## Exercise details
Scan the records below. Copy every line in which the word "block" appears.
START Task material
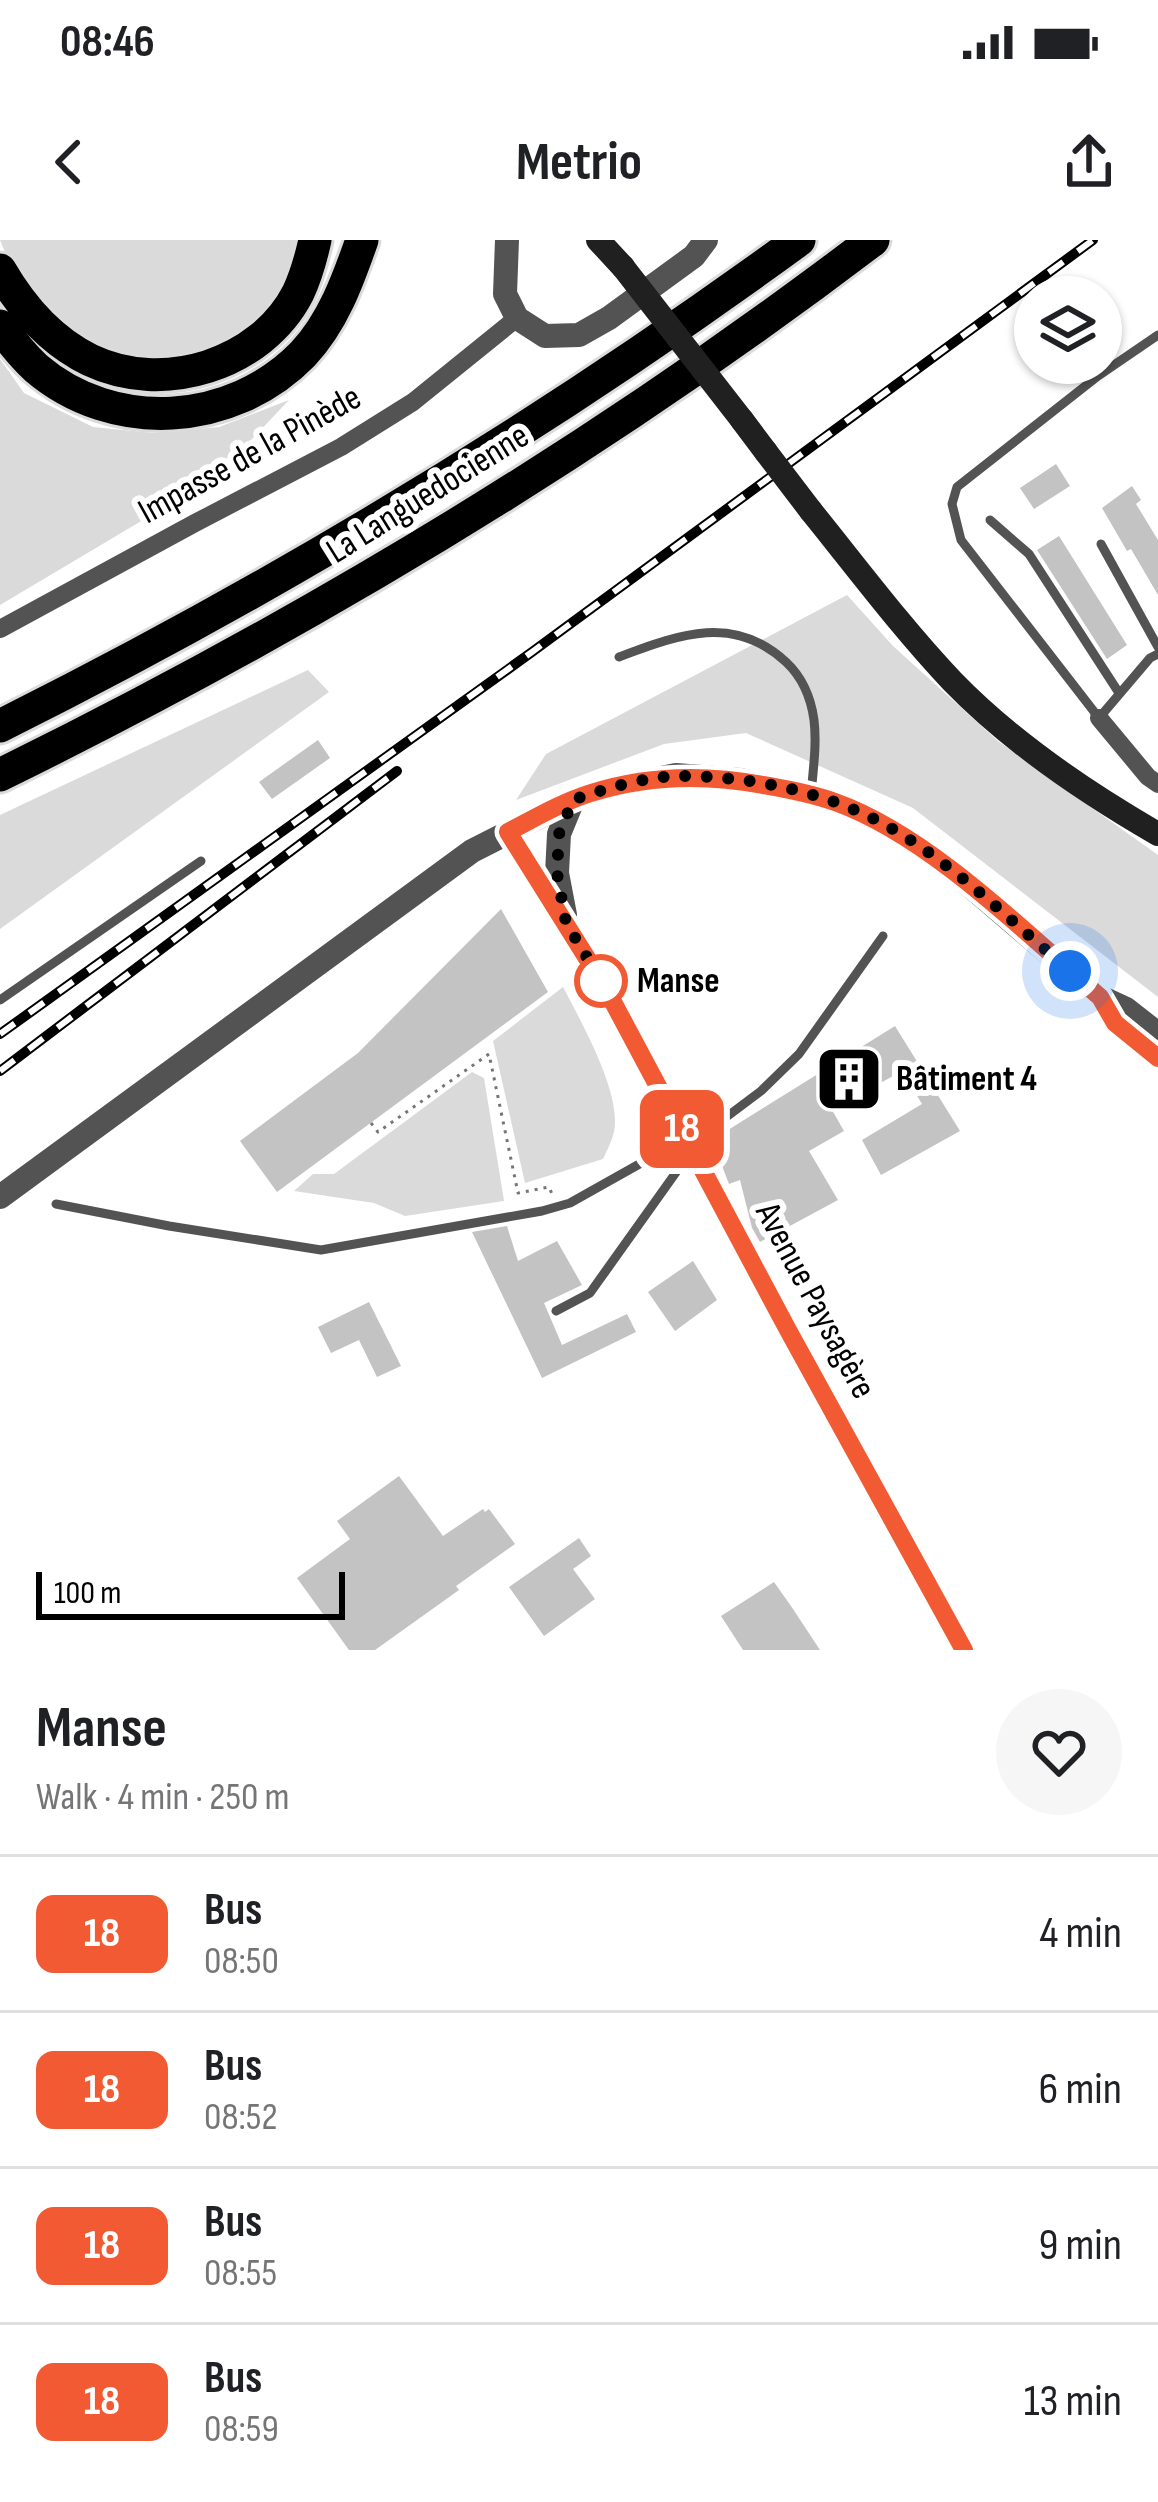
<!DOCTYPE html>
<meta charset="utf-8">
<style>
body{margin:0;font-family:"Sofia Sans Condensed",sans-serif;background:#f6f6f6;color:#202124;height:100vh;display:flex;flex-direction:column;font-size:45px;white-space:nowrap}
*{box-sizing:border-box;margin:0}
p{font-size:39px;color:#757577}
.icon{flex:none;width:66px;height:66px;fill:none;stroke:currentColor;stroke-width:2;stroke-linecap:round;stroke-linejoin:round}
.map{position:relative;height:1410px;overflow:hidden}
.drawer{display:flex;flex-direction:column;background:#fff;flex:1}
.drawer>*{flex:none}
.badge{padding:0 24px;border-radius:18px;font-size:42px;line-height:78px}
.fabs{position:absolute;left:1014px;top:36px;display:grid;gap:24px}
.fabs a{display:grid;place-items:center;width:108px;height:108px;border-radius:50%;background:#fff;box-shadow:0 3px 9px #0004;font-size:60px}
.scale{position:absolute;left:36px;bottom:30px;width:309px;box-sizing:border-box;padding-left:12px;border:6px solid #000;border-top:0;font-size:33px;line-height:42px;white-space:nowrap;color:#000;-webkit-text-stroke:9px #fff;paint-order:stroke}
.you{position:absolute;width:60px;height:60px;margin:-30px;border:9px solid #fff;border-radius:50%;background:#1a73e8;box-shadow:0 0 0 18px #1a73e833}
.map>.badge{position:absolute;translate:-50% -50%;box-shadow:0 0 0 6px #fff}
.round{display:grid;place-items:center;flex:none;width:126px;height:126px;border-radius:63px;background:#f6f6f6}
.head{display:flex;align-items:center;justify-content:space-between;height:204px;padding:0 36px}
h1{font-size:57px;font-weight:700;line-height:90px}
ul{padding:0;list-style:none}
li{display:flex;align-items:center;gap:36px;height:156px;padding:0 36px;border-top:3px solid #e0e0e0}
li div{flex:1}
li b{display:block;font-size:45px}
li em{font-style:normal}
li .badge{min-width:132px;font-weight:700;text-align:center}
.status{display:flex;justify-content:space-between;align-items:center;height:84px;padding:0 60px;background:#fff;direction:ltr}
.status svg{height:33px;fill:currentColor}
header{display:flex;justify-content:space-between;align-items:center;height:156px;padding:0 36px;background:#fff;font-size:54px;font-weight:700}
.map>svg:first-child{display:block}
.green{fill:#dadada}
.building{fill:#c3c3c3}
.lines{fill:none;stroke-linecap:round;stroke-linejoin:round}
.motorway-casing{stroke:#dbdbdb;stroke-width:39}
.path{stroke:#757575;stroke-width:3;stroke-dasharray:3 6;stroke-linecap:butt}
.service{stroke:#535353;stroke-width:9}
.minor{stroke:#535353;stroke-width:18}
.tertiary{stroke:#535353;stroke-width:24}
.secondary{stroke:#202020;stroke-width:24}
.motorway{stroke:#000;stroke-width:33}
.rail-casing{stroke:#000;stroke-width:10}
.rail{stroke:#fff;stroke-width:6;stroke-dasharray:18;stroke-linecap:butt}
.secondary-bridge{stroke:#202020;stroke-width:24}
.line-casing{stroke:#fff;stroke-width:27}
.line{stroke:#f15a32;stroke-width:18}
.walk{stroke:#000;stroke-width:12;stroke-dasharray:0 21.6}
.stop-dot{fill:#fff;stroke:#f15a32;stroke-width:6}
.labels{text-anchor:middle;dominant-baseline:central;stroke-width:12;stroke-linejoin:round;paint-order:stroke}
.street-label{font-size:36px;fill:#000;stroke:#fff}
.stop-label{font-size:36px;font-weight:bold;fill:#000;stroke:#fff;text-anchor:start}
.poi-label{font-size:36px;font-weight:bold;fill:#000;stroke:#fff;text-anchor:start}
</style>
<div class="status"><b>08:46</b><svg viewBox="0 0 49 12"><path d="M0 12V9h3v3zM5 12V6h3v6zM10 12V3h3v9zM15 12V0h3v12zM26 1h20v11H26zM47 4h2v5h-2z"/></svg></div>
<header><svg class="icon" aria-label="back" viewBox="0 0 24 24"><path d="M15 5l-7 7 7 7"/></svg>Metrio<svg class="icon" aria-label="share" viewBox="0 0 24 24"><path d="M12 15V3M7 8l5-5 5 5M5 13v7h14v-7"/></svg></header>
<div class="map">
<svg width="1158" height="1410" viewBox="0 0 1158 1410">
<rect width="100%" height="100%" fill="#fff"/>
<!-- green -->
<path class="green" d="M0,0H296C292,18 287,36 278,52C266,73 245,90 224,101C133,145 33,89 0,0Z
M0,119L24,153L93,187L154,193L219,187L289,160L217,236L0,365Z
M847,355L893,406L998,501L1158,615V757L913,568L746,493L664,504L516,560L546,514Z
M308,430L329,452L0,689V575Z
M563,747C581,782 622,853 614,892C612,901 607,910 603,919L525,943L493,801Z
M472,832L484,838L504,961L405,976L374,963L294,951L313,934H334Z"/>
<!-- building -->
<path class="building" d="M1056,224L1070,246L1034,269L1020,248Z
M1132,246L1141,260L1136,264L1158,300V355L1131,309L1127,311L1102,268Z
M1059,296L1127,405L1107,419L1037,310Z
M318,500L330,518L272,559L259,542Z
M501,669L548,752L277,952L240,901L358,813Z
M895,786L960,891L881,935L862,900L922,864L902,831L832,870L844,891L809,911L838,960L760,1002L752,988L740,940L729,944L712,900Z
M507,986L518,1021L557,1001L582,1045L544,1063L562,1105L627,1074L636,1092L542,1138L472,992Z
M693,1021L717,1060L675,1091L648,1052Z
M369,1062L401,1126L377,1137L359,1100L331,1113L318,1087Z
M399,1236L443,1296L483,1269L485,1272L489,1269L515,1304L456,1346L459,1350L375,1410H349L297,1338L350,1299L337,1281Z
M579,1298L591,1316L573,1329L595,1359L544,1396L509,1347Z
M774,1342L791,1366L820,1410H743L721,1376Z"/>
<g class="lines">
<defs>
<path id="motorway" d="M0,30C22,68 51,101 90,120C163,155 261,125 298,53C306,36 311,18 315,0
M0,86C11,101 22,115 36,128C113,194 232,187 303,114C333,82 348,40 362,0
M0,486C280,346 547,184 799,0
M0,535C307,384 601,207 873,0"/>
</defs>
<!-- motorway casing -->
<use href="#motorway" class="motorway-casing"/>
<!-- path -->
<path class="path" d="M371,883L378,892L489,814L518,953L549,947L552,954"/>
<!-- service -->
<path class="service" d="M1158,95L1098,136L957,247L952,264L961,300L1099,478L1150,418L1158,414
M990,280L1029,314L1119,453
M1101,304L1158,407
M619,417C678,395 733,373 786,422C802,437 811,458 814,480C817,505 813,530 811,555
M0,760L201,621
M56,964L169,986L321,1010L542,971L570,963L659,913L681,911L761,851L799,814L883,696
M556,1071L590,1053L677,931L681,911"/>
<!-- minor -->
<path class="minor" d="M0,389L195,283L341,207L413,162L517,78
M1099,478L1148,537L1158,544"/>
<!-- tertiary -->
<path class="tertiary" d="M507,0L505,54L517,78L545,96L579,95L609,78L694,16L706,0
M508,592L605,747L788,1090L964,1410
M565,675L557,633L559,594L573,560
M1100,757L1115,783L1158,817
M0,957L472,611L573,560L597,551L676,535L740,540L794,551L837,562L891,588L948,627L1100,757L1126,769L1158,794"/>
<!-- secondary -->
<path class="secondary" d="M598,0L623,27
M742,180L766,212
M811,271C857,328 901,387 952,441C1011,502 1085,552 1158,594"/>
<!-- motorway -->
<use href="#motorway" class="motorway"/>
<defs>
<path id="rail" d="M0,794L532,412L1093,0
M0,831L397,531"/>
</defs>
<!-- rail casing -->
<use href="#rail" class="rail-casing"/>
<!-- rail -->
<use href="#rail" class="rail"/>
<!-- secondary-bridge -->
<path class="secondary-bridge" d="M623,27L742,180
M766,212L811,271"/>
</g>
<g class="lines">
<defs>
<path id="line" d="M964,1410L788,1090L605,747L508,592C535,578 562,562 591,553C648,535 705,534 763,545C787,549 812,554 835,562C928,595 1025,692 1100,757L1115,783L1158,818"/>
</defs>
<!-- line casing -->
<use href="#line" class="line-casing"/>
<!-- line -->
<use href="#line" class="line"/>
<!-- walk -->
<path class="walk" d="M601,741L605,747L566,683L557,633L559,594L573,560C603,549 648,536 680,536C751,536 829,552 891,588C956,626 1012,682 1070,731"/>
</g>
<!-- icons -->
<defs>
<symbol id="building-square" viewBox="-11 -11 22 22"><rect x="-9" y="-9" width="18" height="18" rx="4" fill="#000" stroke="#fff"/><path d="M-4-6H4V6H1V3H-1V6H-4ZM-2.5-4.3h1.7v1.8h-1.7ZM.8-4.3h1.7v1.8H.8ZM-2.5-1h1.7V.8h-1.7ZM.8-1h1.7V.8H.8Z" fill="#fff"/></symbol>
</defs>
<g fill-rule="evenodd">
<use href="#building-square" x="811" y="801" width="76" height="76"/>
</g>
<!-- markers -->
<circle class="stop-dot" cx="601" cy="741" r="24"/>
<g class="labels">
<!-- street labels -->
<g class="street-label">
<text transform="translate(250 215) rotate(-29)">Impasse de la Pinède</text>
<text transform="translate(428 254) rotate(-32)">La Languedocienne</text>
<text transform="translate(815 1061) rotate(62)">Avenue Paysagère</text>
</g>
<!-- stop labels -->
<g class="stop-label">
<text x="637" y="741">Manse</text>
</g>
<!-- poi labels -->
<g class="poi-label">
<text x="896" y="839">Bâtiment 4</text>
</g>
</g>
</svg>
<div class="fabs">
<a><svg class="icon" aria-label="layers" viewBox="0 0 24 24"><path d="M12 4l9 5-9 5-9-5zM3 14l9 5 9-5"/></svg></a>
</div>
<div class="scale">100 m</div>
<div class="you" style="left:1070px;top:731px"></div>
<b class="badge" style="left:682px;top:889px;background:#f15a32;color:#fff">18</b>
</div>
<section class="drawer">
<div class="head"><div><h1>Manse</h1><p>Walk · 4 min · 250 m</p></div><a class="round"><svg class="icon" aria-label="heart" viewBox="0 0 24 24"><path d="M12 20l-8-8c-3-5 5-10 8-4 3-6 11-1 8 4z"/></svg></a></div>
<ul>
<li><span class="badge" style="background:#f15a32;color:#fff">18</span><div><b>Bus</b><p>08:50</p></div><em>4 min</em></li>
<li><span class="badge" style="background:#f15a32;color:#fff">18</span><div><b>Bus</b><p>08:52</p></div><em>6 min</em></li>
<li><span class="badge" style="background:#f15a32;color:#fff">18</span><div><b>Bus</b><p>08:55</p></div><em>9 min</em></li>
<li><span class="badge" style="background:#f15a32;color:#fff">18</span><div><b>Bus</b><p>08:59</p></div><em>13 min</em></li>
</ul>
</section>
END Task material
## Exercise result
li b{display:block;font-size:45px}
.map>svg:first-child{display:block}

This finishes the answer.